Brief:
The reply should hold every record, copied exactly.

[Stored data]
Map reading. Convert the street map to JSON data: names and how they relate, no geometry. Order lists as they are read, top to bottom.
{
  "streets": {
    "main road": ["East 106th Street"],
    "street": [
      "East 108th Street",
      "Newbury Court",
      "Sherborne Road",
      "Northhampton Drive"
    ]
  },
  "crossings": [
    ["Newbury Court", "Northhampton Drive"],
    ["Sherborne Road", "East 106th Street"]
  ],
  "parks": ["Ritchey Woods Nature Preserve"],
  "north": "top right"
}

Task response:
Map reading. Convert the street map to JSON data: names and how they relate, no geometry. Order lists as they are read, top to bottom.
{
  "streets": {
    "main road": ["East 106th Street"],
    "street": [
      "East 108th Street",
      "Newbury Court",
      "Sherborne Road",
      "Northhampton Drive"
    ]
  },
  "crossings": [
    ["Newbury Court", "Northhampton Drive"],
    ["Sherborne Road", "East 106th Street"]
  ],
  "parks": ["Ritchey Woods Nature Preserve"],
  "north": "top right"
}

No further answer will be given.